Die Deutsche Laura Dahlmeier hat im Sprint über 7,5 Kilometer bei den Biathlon-Weltmeisterschaften im schwedischen Östersund Bronze gewonnen. Die siebenfache Weltmeisterin lag am Ende 12,6 Sekunden hinter Anastasiya Kuzmina aus der Slowakei, die ohne Schießfehler in 22:17,5 Minuten ihren ersten Einzel-WM-Titel feierte. Ingrid Landmark Tandrevold aus Norwegen schoss ebenfalls fehlerfrei und gewann mit einem Rückstand von 9,7 Sekunden Silber.

Die Partenkirchenerin, die die Mixed-Staffel wegen eines leichten Infekts noch ausgelassen hatte, schoss trotz böigen Windes null Fehler und sicherte dem Team des Deutschen Skiverbandes bereits die zweite Medaille. Am Vortag hatten die DSV-Athleten bereits Silber in der Mixed-Staffel geholt. Denise Herrmann verpasste als Sechste eine Podestplatzierung nach zwei Fehlern im Stehendschießen, sicherte sich aber für die Verfolgung am Sonntag ebenso wie Dahlmeier eine glänzende Ausgangsposition.

"Brutal schön"

"Mir fehlen die Worte. Es war so ein besonderes Rennen. Mir ging es die letzten Tage überhaupt nicht gut, ich hatte Halsweh und brutalen Husten.

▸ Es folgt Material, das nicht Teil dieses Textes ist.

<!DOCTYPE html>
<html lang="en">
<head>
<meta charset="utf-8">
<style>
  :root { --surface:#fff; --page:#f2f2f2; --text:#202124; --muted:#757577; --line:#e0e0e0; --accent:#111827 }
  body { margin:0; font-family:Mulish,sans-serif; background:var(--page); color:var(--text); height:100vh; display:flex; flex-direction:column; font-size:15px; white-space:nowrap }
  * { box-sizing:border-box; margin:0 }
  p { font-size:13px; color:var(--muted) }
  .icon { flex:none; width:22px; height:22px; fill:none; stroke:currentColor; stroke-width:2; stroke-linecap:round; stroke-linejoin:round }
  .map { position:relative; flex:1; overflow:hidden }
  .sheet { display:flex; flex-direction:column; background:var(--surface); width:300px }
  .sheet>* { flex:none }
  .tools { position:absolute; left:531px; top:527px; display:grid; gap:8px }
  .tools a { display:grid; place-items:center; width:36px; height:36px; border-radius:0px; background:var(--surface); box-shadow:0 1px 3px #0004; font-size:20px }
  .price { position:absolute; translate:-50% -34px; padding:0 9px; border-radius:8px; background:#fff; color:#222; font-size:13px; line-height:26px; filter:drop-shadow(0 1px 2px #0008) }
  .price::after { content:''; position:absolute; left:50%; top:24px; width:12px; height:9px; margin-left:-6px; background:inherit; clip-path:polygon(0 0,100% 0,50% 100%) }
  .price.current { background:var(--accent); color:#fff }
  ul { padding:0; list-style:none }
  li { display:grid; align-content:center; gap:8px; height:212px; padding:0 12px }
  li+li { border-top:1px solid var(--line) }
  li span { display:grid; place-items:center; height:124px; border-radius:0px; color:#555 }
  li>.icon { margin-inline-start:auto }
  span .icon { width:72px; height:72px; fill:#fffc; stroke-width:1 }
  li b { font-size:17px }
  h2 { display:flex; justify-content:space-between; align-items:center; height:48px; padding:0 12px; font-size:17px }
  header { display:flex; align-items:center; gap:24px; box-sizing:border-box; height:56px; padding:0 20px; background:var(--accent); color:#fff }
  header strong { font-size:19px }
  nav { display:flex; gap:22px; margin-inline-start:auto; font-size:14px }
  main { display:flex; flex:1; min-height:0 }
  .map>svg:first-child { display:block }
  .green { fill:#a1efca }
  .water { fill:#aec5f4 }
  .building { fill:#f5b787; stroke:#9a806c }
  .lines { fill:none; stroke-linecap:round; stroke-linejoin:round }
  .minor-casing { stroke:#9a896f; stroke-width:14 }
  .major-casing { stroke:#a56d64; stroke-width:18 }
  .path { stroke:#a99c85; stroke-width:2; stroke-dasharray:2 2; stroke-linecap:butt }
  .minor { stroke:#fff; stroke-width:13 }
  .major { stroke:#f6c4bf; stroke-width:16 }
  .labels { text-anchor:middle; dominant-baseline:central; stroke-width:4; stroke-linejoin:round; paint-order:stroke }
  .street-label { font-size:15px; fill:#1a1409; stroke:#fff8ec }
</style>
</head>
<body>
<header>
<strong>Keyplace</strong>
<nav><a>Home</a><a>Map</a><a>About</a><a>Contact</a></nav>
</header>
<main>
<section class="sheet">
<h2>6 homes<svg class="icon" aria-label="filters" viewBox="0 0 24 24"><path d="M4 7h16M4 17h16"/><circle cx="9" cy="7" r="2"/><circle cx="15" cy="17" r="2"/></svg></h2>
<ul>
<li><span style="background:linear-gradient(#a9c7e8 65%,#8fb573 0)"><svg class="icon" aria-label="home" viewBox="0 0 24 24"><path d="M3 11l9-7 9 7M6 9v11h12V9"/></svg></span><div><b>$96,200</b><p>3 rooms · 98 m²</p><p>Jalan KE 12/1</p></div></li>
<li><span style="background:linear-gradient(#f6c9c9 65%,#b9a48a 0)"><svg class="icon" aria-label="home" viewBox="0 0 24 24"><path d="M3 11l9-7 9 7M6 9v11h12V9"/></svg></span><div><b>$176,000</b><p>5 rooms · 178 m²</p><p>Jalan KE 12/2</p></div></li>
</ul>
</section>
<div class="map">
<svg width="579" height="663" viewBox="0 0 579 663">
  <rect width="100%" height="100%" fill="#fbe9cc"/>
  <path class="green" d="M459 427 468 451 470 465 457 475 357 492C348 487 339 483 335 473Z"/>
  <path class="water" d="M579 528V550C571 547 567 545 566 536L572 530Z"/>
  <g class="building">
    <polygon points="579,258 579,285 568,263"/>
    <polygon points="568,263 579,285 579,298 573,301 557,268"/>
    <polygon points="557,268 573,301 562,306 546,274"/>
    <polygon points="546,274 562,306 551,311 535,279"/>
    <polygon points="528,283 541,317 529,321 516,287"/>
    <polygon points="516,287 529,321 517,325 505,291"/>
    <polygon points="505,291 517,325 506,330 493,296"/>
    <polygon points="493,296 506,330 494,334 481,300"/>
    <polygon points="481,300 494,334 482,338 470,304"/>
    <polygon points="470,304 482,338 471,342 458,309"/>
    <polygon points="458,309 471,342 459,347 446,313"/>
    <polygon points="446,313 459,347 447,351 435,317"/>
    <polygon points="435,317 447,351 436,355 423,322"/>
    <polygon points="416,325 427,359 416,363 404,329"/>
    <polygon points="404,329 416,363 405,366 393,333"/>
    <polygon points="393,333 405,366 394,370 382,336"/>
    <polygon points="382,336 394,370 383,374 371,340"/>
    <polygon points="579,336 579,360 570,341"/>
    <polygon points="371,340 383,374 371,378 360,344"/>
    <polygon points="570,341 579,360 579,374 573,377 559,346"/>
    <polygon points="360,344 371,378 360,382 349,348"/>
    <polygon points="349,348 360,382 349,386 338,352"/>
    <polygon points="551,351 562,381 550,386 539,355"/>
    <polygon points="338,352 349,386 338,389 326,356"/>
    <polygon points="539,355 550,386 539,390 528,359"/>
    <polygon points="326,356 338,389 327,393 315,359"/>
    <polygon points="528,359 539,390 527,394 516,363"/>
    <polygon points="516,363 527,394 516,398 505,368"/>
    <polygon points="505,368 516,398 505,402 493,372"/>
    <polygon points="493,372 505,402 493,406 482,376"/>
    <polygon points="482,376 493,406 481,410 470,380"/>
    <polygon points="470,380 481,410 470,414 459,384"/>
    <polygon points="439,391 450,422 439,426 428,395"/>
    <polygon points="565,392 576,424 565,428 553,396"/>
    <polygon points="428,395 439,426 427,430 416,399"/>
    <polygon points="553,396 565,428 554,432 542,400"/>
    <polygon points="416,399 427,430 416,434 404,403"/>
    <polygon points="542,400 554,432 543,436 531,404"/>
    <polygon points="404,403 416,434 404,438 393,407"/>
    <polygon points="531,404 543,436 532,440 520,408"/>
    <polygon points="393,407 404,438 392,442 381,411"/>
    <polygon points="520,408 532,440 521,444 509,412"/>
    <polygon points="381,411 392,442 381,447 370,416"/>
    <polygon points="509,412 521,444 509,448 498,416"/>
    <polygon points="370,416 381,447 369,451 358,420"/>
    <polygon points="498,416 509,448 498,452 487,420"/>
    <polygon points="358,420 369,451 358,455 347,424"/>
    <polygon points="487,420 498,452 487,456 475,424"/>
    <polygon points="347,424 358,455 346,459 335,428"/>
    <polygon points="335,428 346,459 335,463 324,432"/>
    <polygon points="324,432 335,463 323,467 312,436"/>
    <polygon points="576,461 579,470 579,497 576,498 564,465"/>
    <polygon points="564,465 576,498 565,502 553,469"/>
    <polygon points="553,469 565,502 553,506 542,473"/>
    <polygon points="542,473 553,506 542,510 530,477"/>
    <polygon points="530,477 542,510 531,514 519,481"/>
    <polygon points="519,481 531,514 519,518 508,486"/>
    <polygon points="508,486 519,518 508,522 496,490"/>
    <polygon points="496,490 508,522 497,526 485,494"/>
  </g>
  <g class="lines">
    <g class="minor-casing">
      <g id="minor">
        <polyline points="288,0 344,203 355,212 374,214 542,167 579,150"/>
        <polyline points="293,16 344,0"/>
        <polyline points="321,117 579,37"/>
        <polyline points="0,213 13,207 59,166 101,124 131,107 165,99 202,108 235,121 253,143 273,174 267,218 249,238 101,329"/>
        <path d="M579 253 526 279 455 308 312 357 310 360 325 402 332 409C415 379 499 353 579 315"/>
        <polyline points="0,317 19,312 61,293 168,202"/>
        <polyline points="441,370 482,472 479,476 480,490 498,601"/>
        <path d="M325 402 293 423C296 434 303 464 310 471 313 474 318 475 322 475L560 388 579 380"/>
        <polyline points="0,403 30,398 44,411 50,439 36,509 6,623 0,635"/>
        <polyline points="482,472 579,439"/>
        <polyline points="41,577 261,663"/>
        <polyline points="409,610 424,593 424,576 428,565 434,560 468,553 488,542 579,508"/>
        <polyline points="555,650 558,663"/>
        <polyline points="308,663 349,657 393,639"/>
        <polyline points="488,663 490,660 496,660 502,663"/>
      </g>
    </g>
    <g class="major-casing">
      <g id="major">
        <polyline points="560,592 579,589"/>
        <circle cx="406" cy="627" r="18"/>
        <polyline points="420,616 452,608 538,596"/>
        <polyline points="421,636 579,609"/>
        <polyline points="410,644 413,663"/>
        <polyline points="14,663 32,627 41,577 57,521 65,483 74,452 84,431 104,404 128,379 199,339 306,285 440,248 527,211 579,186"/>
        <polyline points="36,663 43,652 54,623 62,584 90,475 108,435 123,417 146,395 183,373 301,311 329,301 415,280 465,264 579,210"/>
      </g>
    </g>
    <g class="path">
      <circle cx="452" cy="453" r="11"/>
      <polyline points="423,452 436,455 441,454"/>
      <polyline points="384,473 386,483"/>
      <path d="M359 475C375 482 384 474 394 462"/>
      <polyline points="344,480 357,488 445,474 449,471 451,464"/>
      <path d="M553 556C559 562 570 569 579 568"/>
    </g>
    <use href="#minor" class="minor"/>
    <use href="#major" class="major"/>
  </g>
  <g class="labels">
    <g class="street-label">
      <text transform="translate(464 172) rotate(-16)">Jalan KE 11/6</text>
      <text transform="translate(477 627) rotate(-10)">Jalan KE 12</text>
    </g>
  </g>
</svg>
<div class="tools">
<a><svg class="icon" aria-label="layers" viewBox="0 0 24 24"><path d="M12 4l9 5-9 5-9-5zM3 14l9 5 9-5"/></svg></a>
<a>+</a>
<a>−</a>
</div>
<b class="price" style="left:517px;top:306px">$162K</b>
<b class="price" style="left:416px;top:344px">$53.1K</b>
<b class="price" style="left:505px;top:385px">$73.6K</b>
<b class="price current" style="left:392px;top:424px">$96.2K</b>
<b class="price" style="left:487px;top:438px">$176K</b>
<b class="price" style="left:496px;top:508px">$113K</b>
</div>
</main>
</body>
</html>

Dass das so aufgegangen ist, damit hätte ich nicht gerechnet. Wichtig war, dass ich Null geschossen habe. Die letzten sieben, acht Minuten waren ein brutaler Kampf. Das ist brutal schön", sagte Dahlmeier in der ARD.

Mit ihrem Podestplatz setzte sie eine beeindruckende Serie fort: Im zwölften WM-Rennen in Folge holte Laura Dahlmeier eine Medaille. In Hochfilzen 2017 hatte die Doppel-Olympiasiegerin fünf Mal triumphiert und einmal Silber geholt. Franziska Preuß landete mit einem Schießfehler auf Rang 16, Franziska Hildebrand verfehlte zwei Scheiben und wurde 40. Vanessa Hinz patzte viermal und verpasste als 65. sogar den Verfolger. Die WM wird am Samstag mit dem Sprint der Männer fortgesetzt.